When I was in my sophomore year in college, my on-again, off-again boyfriend studied abroad. He decided we should be on-again right before he left for Italy, before we had time to settle into a rhythm of what a relationship would look like for us this time around. I didn't want to be single; I couldn't imagine being with anyone but him at the time, so even though he'd be across the ocean, I figured we'd make it work. It was a good test, too: if the relationship won't survive long-distance, that would be a good indicator maybe we weren't ~meant to be.~
Between his semester in Italy and my study abroad trip to Paris, we had a reunion in Europe. I planned a last-minute weekend trip for us to meet in Milan the week after his birthday using a year's worth of birthday and Hanukkah money. The trip was good for us.

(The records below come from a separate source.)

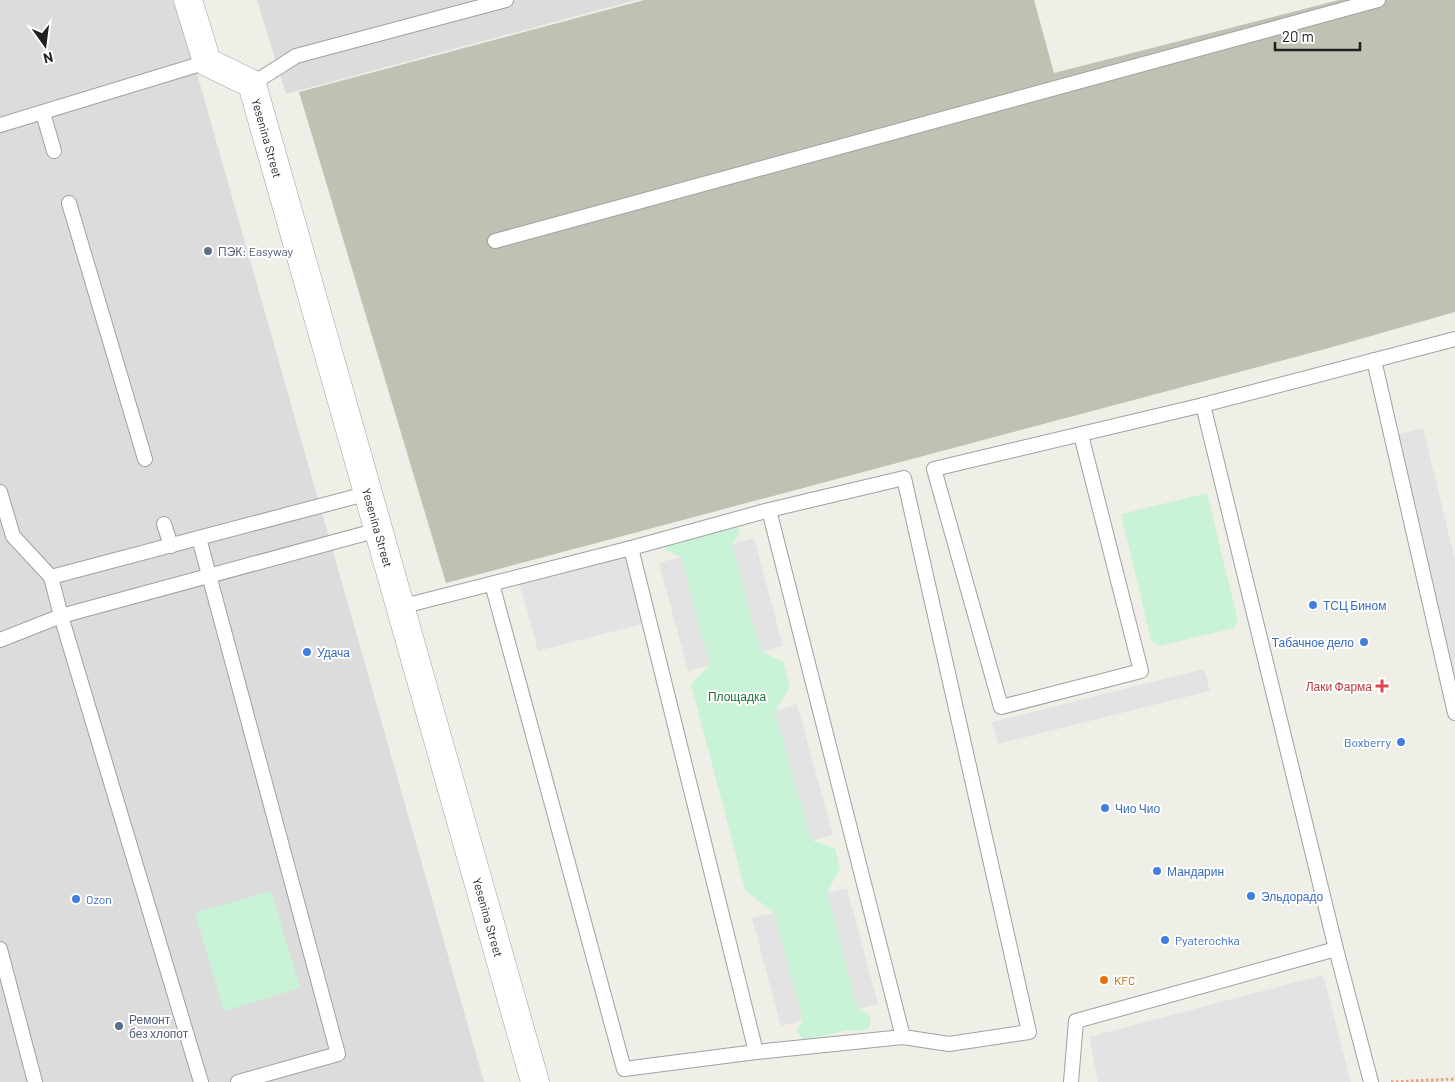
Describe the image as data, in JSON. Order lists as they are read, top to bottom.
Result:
{
  "streets": {
    "street": ["Yesenina Street"]
  },
  "parks": ["Площадка"],
  "places": {
    "other": [
      "ПЭК: Easyway",
      "ТСЦ Бином",
      "Табачное дело",
      "Удача",
      "Boxberry",
      "Чио Чио",
      "Мандарин",
      "Эльдорадо",
      "Ozon",
      "Pyaterochka",
      "KFC",
      "Ремонт без хлопот"
    ],
    "health": ["Лаки Фарма"]
  },
  "scale_bar": "20 m",
  "north": "bottom"
}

But if our relationship had been long-distance for an indefinite stretch of time after that, I'm not sure we would have made it.
To learn more about the red flags that a long-distance relationship isn't built to last, I spoke with author and relationships expert Alexis Nicole White. Here are three things she said to look out for.

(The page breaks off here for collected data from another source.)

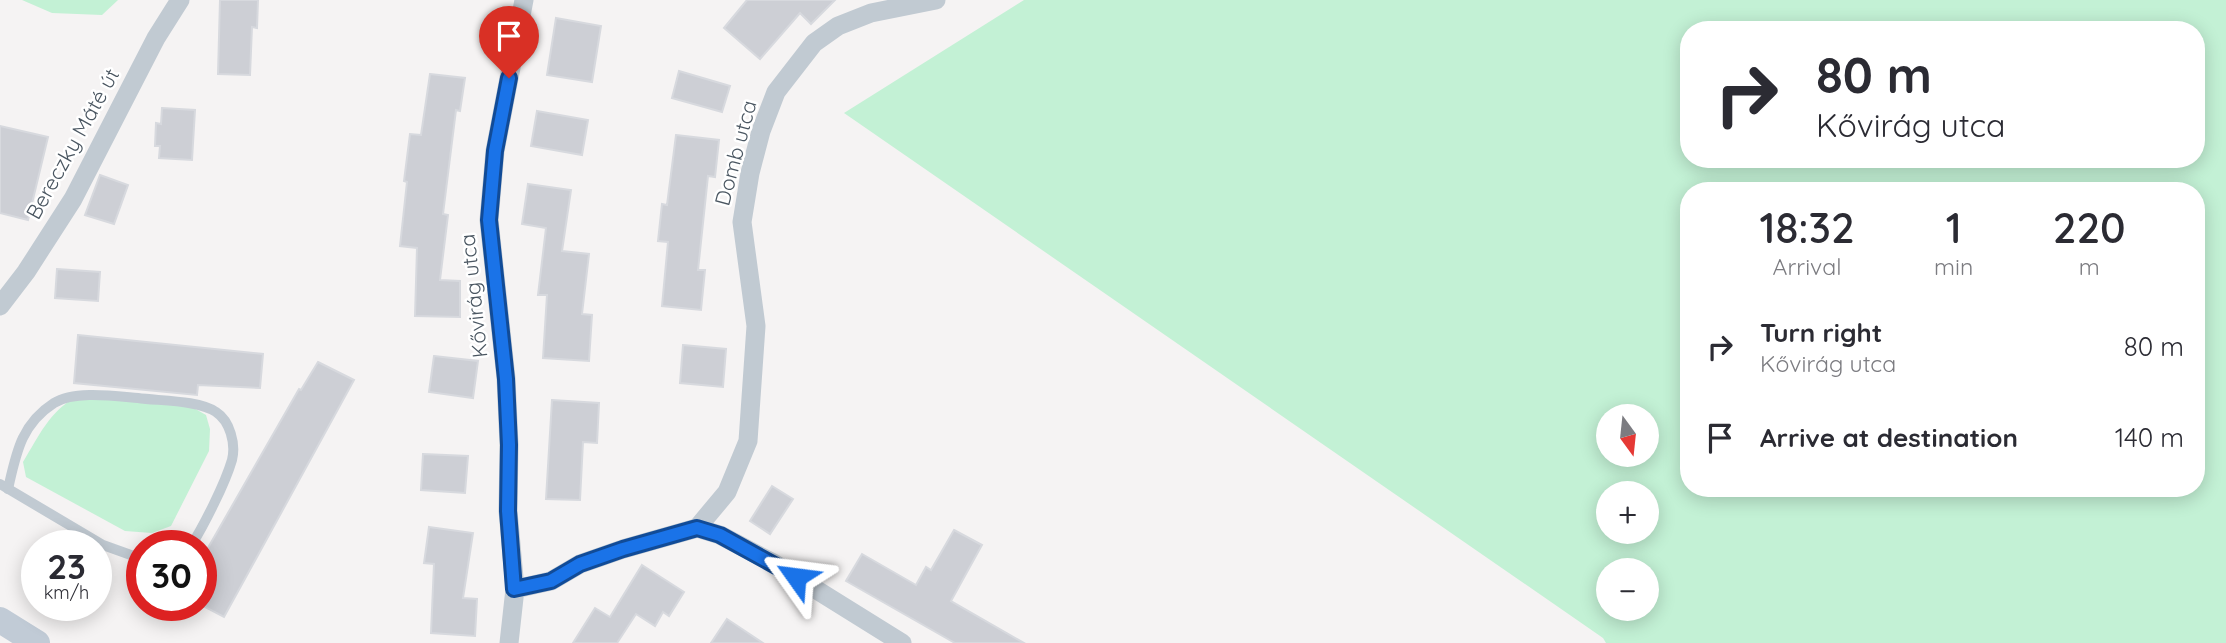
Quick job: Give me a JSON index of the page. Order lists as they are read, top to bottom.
{
  "streets": {
    "street": ["Bereczky Máté út", "Domb utca", "Kővirág utca"]
  },
  "north": "bottom",
  "page": {
    "turn": ["80 m", "Kővirág utca"],
    "eta": [
      "18:32",
      "Arrival",
      "1",
      "min",
      "220",
      "m"
    ],
    "list": [
      {
        "name": "Turn right",
        "note": "Kővirág utca",
        "value": "80 m"
      },
      {
        "name": "Arrive at destination",
        "value": "140 m"
      }
    ],
    "map_buttons": ["+", "−"],
    "speed": "23 km/h",
    "limit": "30"
  }
}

You or your partner aren't consistent about making plans.
Long-distance is tough because you and your partner are basically living two separate lives – their work, social calendar, and other appointments could be completely in conflict with your own, and that's not even accounting for the possibility of a major time difference where scheduling a time that works for you both could be near impossible.
"If you're disengaged or aloof, and not willing to put forth the effort, the relationship will not last," White tells Elite Daily.
So when you two do find the time to coordinate talking or spending time with one another virtually, and another habitually cancels it or can't make it, for whatever reason, that doesn't make your future look too bright. If your relationship depends on those times where you two can talk, and they keep finding reasons not to – what is the relationship even surviving on?
You or your partner aren't making communication a priority.
"Having poor communication skills is the base of a lackadaisical relationship, considering the only thing a couple will have is time and space to speak to one another," White says.
So if they're not checking in via text message to see how you're doing, or trying to be present with you at all, that could definitely be a sign that long-distance may be it for you two.
You don't make plans to see each other in person.
I understand that money can definitely be restrictive when it comes to this point, but there should be something to look forward to when long-distance is the status of your relationship. Having weekends or trips for you both to count the days down to helps keep you both excited for the next time you'll see each other. At the end of the day, you both just want to spend time together, right? So if you aren't working toward that as a possibility, you may want to question why – if they don't want to see you, or aren't making that a goal to happen at some point, what actually is the future of the relationship?
"Continuing to pursue a long distance relationship with an individual that isn't actively pursuing you will create resentment and hatred towards the other person," says White, so best to end it if you aren't really feeling the love from them.
Remember that each of these issues can be salvaged. Make sure to check in with your partner if you see that any of these are continuously happening, and asking why if that's the case. Things like being unable to afford seeing one another frequently and a ridiculously busy schedule can definitely get in the way of making a long-distance relationship easy, but it doesn't always mean it has to end.